┏━━
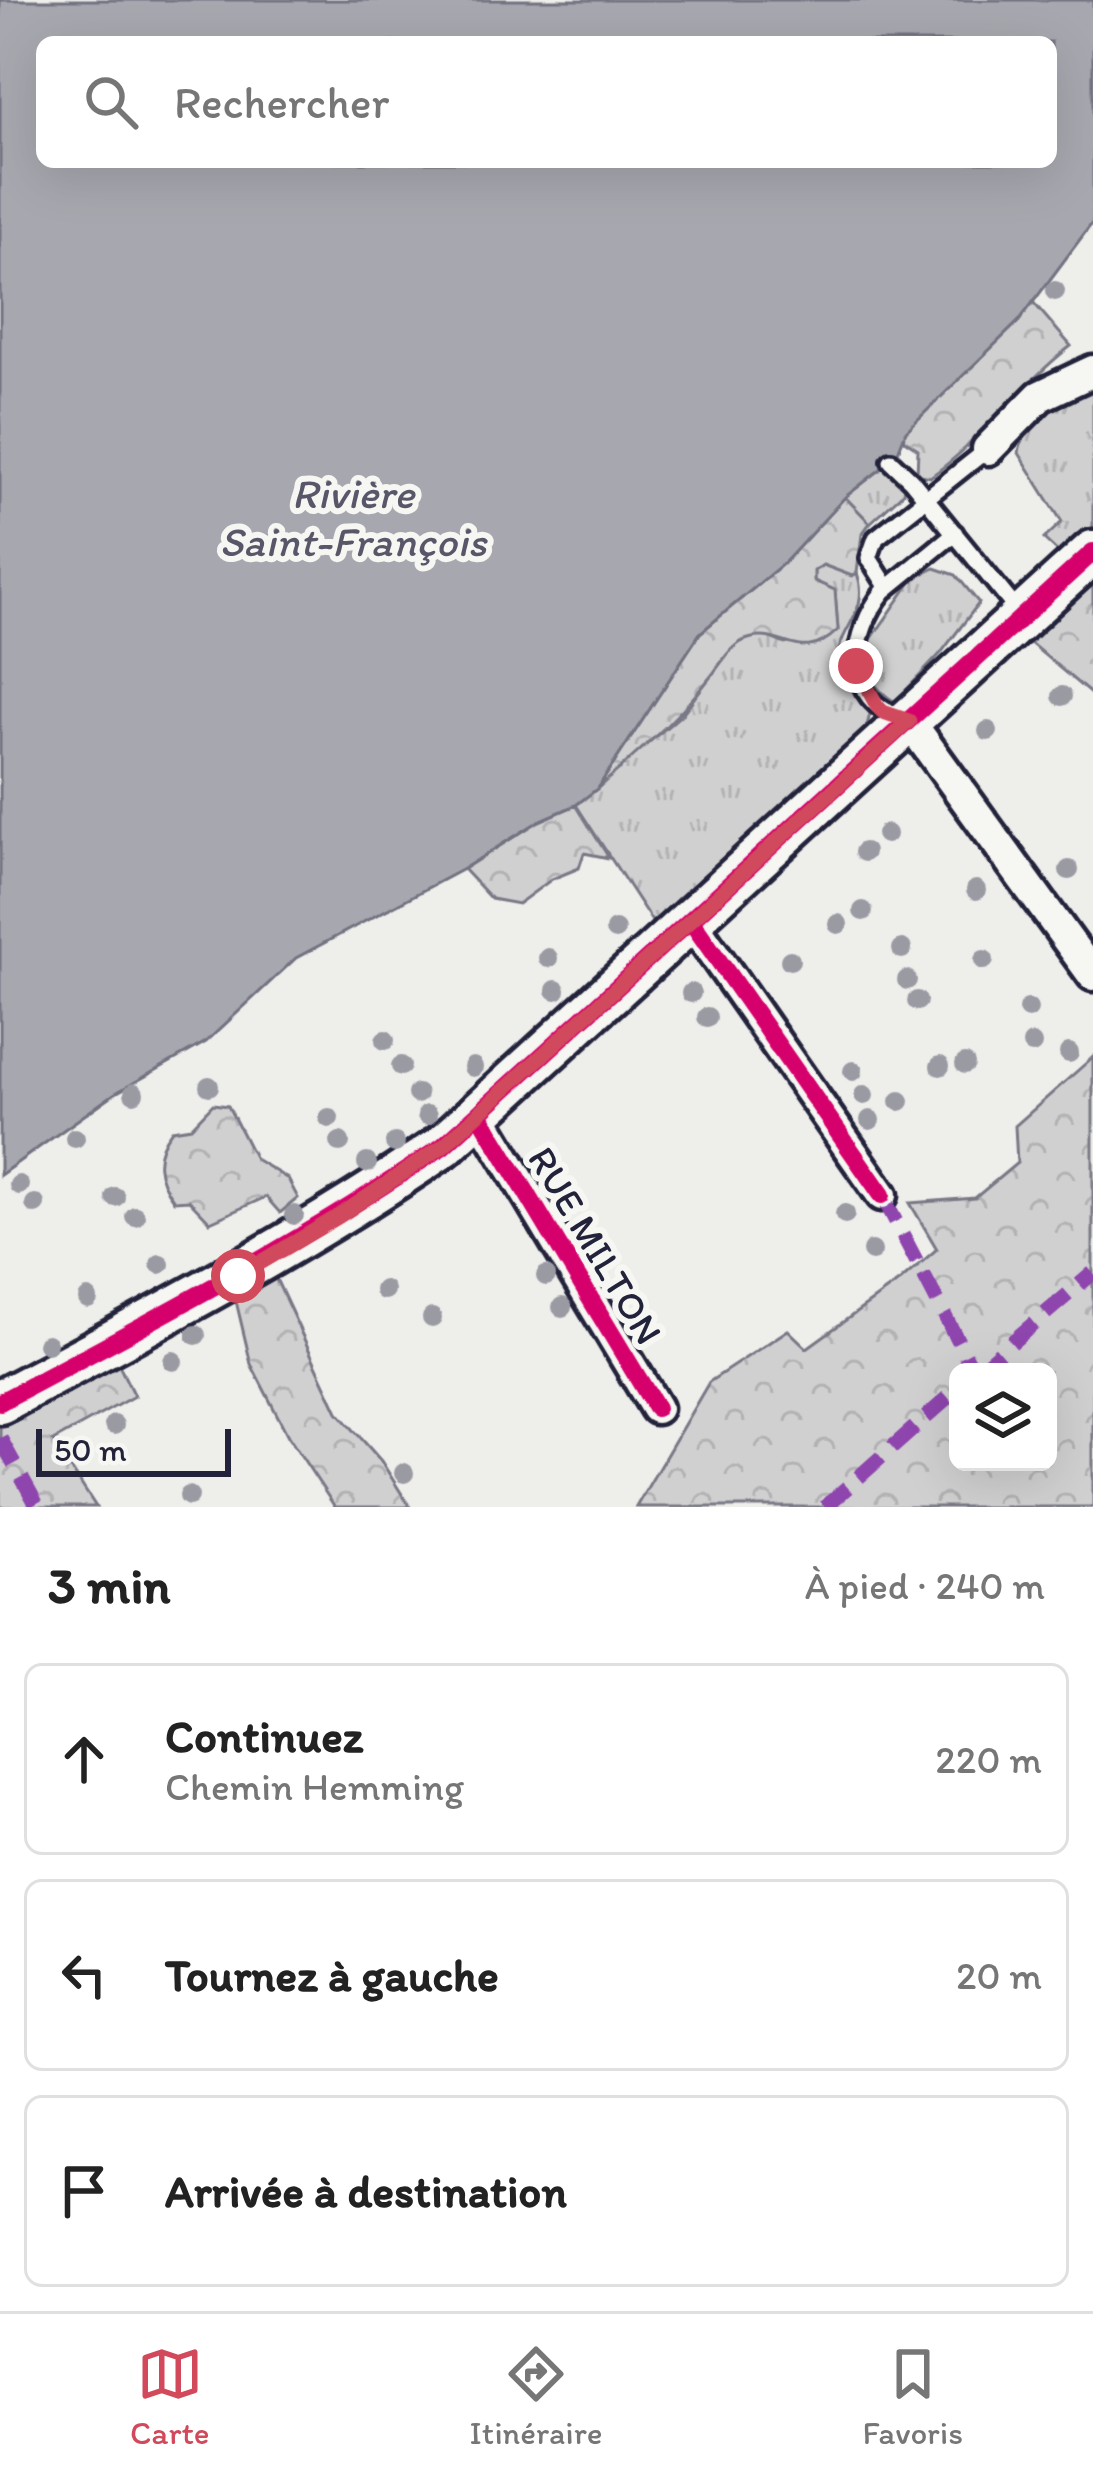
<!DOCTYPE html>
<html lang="fr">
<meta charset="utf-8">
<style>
:root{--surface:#fff;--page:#f2f2f2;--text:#222;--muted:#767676;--line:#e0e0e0;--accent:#d1495b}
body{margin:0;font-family:Itim,sans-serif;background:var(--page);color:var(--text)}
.controls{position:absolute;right:36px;bottom:36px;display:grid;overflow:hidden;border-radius:18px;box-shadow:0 12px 48px #0002}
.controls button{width:108px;height:108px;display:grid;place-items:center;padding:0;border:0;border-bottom:3px solid var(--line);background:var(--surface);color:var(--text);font:60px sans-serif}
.scale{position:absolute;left:36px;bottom:30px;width:195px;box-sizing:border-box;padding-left:12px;border:6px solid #22223b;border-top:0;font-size:33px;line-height:42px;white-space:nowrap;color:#22223b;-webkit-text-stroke:9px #f6f6f2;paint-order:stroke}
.stop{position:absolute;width:36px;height:36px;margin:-27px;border:9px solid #d1495b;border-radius:50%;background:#fff}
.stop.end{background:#d1495b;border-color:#fff;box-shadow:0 3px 12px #0008}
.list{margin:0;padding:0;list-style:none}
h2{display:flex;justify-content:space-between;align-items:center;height:156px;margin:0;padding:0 48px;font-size:51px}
h2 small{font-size:39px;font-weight:400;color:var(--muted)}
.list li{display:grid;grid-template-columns:78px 1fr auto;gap:36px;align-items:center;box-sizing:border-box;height:192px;margin:0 24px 24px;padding:0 24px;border:3px solid var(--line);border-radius:18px}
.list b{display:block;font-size:45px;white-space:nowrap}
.list p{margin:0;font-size:39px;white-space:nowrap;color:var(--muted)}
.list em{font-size:39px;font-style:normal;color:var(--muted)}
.icon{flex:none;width:66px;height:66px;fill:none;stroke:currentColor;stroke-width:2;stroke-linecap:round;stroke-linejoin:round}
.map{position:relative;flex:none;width:1093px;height:1507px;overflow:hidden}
.search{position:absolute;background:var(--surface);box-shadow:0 12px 48px #0002;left:36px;right:36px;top:36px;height:132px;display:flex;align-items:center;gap:30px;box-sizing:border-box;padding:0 42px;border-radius:18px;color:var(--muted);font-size:45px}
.sheet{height:804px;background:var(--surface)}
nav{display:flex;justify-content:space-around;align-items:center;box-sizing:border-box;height:168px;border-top:3px solid var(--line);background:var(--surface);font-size:33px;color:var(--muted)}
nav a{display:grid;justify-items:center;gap:6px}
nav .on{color:var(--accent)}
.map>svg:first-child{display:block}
.grass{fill:url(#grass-tufts);stroke:#797986;stroke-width:3}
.forest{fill:url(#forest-crowns);stroke:#797986;stroke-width:3;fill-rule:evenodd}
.water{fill:#a7a7af;stroke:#727281;stroke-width:3;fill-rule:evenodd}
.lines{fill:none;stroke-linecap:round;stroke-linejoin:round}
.lane-casing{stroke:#22223b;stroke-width:24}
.street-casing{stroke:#22223b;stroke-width:39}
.secondary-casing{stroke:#22223b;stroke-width:51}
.lane{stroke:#f6f6f2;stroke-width:15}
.street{stroke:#f6f6f2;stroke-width:30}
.secondary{stroke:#f6f6f2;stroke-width:42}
.quiet{stroke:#8e44ad;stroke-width:15;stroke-dasharray:30 15;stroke-linecap:butt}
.cycleway-casing{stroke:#f6f6f2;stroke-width:26}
.cycleway{stroke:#d6006c;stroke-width:18}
.tree{fill:#9a9aa3}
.route{stroke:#d1495b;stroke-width:15}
.labels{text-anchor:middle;stroke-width:12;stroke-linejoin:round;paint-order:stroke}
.street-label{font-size:39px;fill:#22223b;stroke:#f6f6f2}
.water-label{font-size:42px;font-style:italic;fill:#575769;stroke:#f6f6f2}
</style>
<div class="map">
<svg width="1093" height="1507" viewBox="0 0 1093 1507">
<defs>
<pattern id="grass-tufts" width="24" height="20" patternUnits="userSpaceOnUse" patternTransform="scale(3)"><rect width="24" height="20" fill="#d0d0d1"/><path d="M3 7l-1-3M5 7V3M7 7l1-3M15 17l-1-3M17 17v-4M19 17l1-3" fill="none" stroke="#b2b2b4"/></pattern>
<pattern id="forest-crowns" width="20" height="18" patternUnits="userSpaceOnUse" patternTransform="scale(3)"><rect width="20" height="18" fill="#d0d0d1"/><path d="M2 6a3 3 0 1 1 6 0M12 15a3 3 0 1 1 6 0" fill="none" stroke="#b2b2b4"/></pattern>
</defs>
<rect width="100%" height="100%" fill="#eeeeeb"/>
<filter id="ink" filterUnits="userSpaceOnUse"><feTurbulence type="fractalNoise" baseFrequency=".00833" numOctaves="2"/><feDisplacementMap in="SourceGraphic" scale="24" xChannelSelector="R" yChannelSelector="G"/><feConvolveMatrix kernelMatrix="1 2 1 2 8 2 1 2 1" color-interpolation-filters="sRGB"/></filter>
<g filter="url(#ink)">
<path class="grass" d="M1093,390V527L1065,551L1058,552L1044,539L1062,522L1019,453C1023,418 1064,401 1093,390Z
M885,466L904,486L903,493L870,523L845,497Z
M823,565L851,575L857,573C872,614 834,631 838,665C841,684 862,697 870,714L864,737L655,926L576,805L682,714L736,643L761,634L785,644L838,630L835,591L814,581V570Z
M935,568L956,575L979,603L941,653L895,702C874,689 864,674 865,648L914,578Z"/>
<path class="forest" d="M1033,302L1071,346C1019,386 983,440 930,477L917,474L918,449L903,439L905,432L1019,321Z
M845,497L870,523L862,534L857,573L852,576L823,565L814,571V581L835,590L838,630C798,669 782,624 743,641C730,647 721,663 712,675C678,719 638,752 597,789L700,633L785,562Z
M1093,584V696L1030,643Z
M576,805L609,858L584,853L579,868L552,879L518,904L491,899L463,869L539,821Z
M1093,1057V1507H636L709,1382L788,1330L807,1348L900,1281L937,1249L910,1203L975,1198L1017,1163L1015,1126ZM958,1372H1048V1462H958Z
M213,1104L228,1106L255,1159L288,1179L298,1198L280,1213L266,1197L210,1222L189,1200L174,1201C156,1177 152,1155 172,1130L191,1127Z
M276,1279L338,1412L381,1461L410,1507H335L288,1436L251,1364L236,1301Z
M118,1363L134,1396L53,1441L96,1507H0V1424Z"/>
<path class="water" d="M0,0H1093V222L1019,321L906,431L896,457L845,497L785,562L700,633L597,789L576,805L539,821L463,869L296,958L206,1042L114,1094L0,1175ZM42,42H1051V162H42Z"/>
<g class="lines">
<defs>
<path id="lane" d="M891,461L911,480L1020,614
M888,588L869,558L876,538L988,449
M904,717C840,703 851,632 884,591L955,533"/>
<path id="street" d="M988,449L1040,396L1093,371
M909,721L1093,975
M691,921L882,1195
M480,1115L656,1408"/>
<path id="secondary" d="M0,1402C152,1321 301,1243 443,1146L1093,552"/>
</defs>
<use href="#lane" class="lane-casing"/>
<use href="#street" class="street-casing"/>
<use href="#secondary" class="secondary-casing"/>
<use href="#lane" class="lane"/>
<use href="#street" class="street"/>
<use href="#secondary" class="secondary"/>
<path class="quiet" d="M882,1195L974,1372
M977,1372L1093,1273
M0,1438L38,1507
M825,1507L958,1389"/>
<defs>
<path id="cycleway" d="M691,921L882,1195
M480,1115L656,1408
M0,1402C152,1321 301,1243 443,1146L1093,552"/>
</defs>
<use href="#cycleway" class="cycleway-casing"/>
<use href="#cycleway" class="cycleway"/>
</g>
<g class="tree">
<circle cx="1055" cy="291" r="10"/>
<circle cx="1062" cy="696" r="10"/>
<circle cx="988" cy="731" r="10"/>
<circle cx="886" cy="834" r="10"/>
<circle cx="864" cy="852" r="10"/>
<circle cx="1069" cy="870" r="10"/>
<circle cx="976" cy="890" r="10"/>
<circle cx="863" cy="911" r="10"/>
<circle cx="838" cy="924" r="10"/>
<circle cx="615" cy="930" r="10"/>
<circle cx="902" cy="949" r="10"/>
<circle cx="548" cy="958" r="10"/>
<circle cx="790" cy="960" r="10"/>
<circle cx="984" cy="960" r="10"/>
<circle cx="907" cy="980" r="10"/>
<circle cx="556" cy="990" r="10"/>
<circle cx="691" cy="993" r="10"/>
<circle cx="917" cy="1001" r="10"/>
<circle cx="1028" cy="1009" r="10"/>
<circle cx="707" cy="1017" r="10"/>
<circle cx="385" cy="1040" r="10"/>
<circle cx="1032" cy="1044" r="10"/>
<circle cx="1069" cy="1053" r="10"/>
<circle cx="965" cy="1064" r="10"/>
<circle cx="401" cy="1066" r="10"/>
<circle cx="940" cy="1066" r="10"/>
<circle cx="473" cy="1067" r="10"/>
<circle cx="853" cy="1071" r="10"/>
<circle cx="209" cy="1086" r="10"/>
<circle cx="134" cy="1093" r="10"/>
<circle cx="417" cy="1094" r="10"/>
<circle cx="864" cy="1095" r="10"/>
<circle cx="900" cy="1101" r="10"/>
<circle cx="427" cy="1115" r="10"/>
<circle cx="329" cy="1118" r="10"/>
<circle cx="870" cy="1120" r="10"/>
<circle cx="75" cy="1138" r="10"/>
<circle cx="340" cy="1142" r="10"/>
<circle cx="395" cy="1143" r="10"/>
<circle cx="367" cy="1163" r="10"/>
<circle cx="19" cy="1185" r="10"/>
<circle cx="115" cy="1197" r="10"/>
<circle cx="561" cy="1198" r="10"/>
<circle cx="35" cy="1204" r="10"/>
<circle cx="845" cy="1214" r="10"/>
<circle cx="294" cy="1215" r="10"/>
<circle cx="135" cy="1216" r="10"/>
<circle cx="872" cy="1251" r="10"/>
<circle cx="160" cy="1264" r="10"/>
<circle cx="546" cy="1276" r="10"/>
<circle cx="384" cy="1290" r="10"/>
<circle cx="88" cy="1299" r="10"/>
<circle cx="562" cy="1307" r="10"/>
<circle cx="432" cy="1318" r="10"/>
<circle cx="196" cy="1335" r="10"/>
<circle cx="47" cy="1344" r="10"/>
<circle cx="173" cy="1361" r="10"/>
<circle cx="114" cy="1425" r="10"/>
<circle cx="404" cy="1473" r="10"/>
<circle cx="189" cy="1496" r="10"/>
</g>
</g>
<g class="lines" filter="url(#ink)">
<path class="route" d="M238,1276L339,1216L443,1146L909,721L883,712L877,706L856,666"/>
</g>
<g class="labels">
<g class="street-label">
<text transform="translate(596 1245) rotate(59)" y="14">RUE MILTON</text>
</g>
<g class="water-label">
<text x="353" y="508">Rivière<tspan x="353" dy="48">Saint-François</tspan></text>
</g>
</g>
</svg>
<div class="controls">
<button><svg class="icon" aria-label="layers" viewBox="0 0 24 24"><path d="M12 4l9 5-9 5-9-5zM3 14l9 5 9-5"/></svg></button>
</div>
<div class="scale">50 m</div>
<div class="stop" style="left:238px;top:1276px"></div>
<div class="stop end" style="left:856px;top:666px"></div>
<div class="search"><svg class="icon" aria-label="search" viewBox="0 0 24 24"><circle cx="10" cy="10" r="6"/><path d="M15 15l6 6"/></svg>Rechercher</div>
</div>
<section class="sheet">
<h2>3 min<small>À pied · 240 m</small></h2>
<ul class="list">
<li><svg class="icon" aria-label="ahead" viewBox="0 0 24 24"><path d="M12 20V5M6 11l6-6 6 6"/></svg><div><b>Continuez</b><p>Chemin Hemming</p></div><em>220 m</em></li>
<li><svg class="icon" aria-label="left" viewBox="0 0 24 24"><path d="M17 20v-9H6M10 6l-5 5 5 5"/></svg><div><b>Tournez à gauche</b></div><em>20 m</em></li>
<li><svg class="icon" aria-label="arrive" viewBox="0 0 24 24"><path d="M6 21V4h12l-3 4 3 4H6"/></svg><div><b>Arrivée à destination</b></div></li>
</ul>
</section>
<nav>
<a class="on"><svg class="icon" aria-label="map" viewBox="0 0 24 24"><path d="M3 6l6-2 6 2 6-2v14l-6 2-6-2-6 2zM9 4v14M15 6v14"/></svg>Carte</a>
<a><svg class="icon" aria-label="directions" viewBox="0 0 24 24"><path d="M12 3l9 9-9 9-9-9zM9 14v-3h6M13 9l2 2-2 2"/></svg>Itinéraire</a>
<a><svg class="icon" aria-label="saved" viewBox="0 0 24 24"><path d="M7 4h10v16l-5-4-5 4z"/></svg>Favoris</a>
</nav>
┗━━
• _Work to complete_
Would you give the number of lines above that hold "serif"? Only the number is needed.

• _Response to this exercise_
2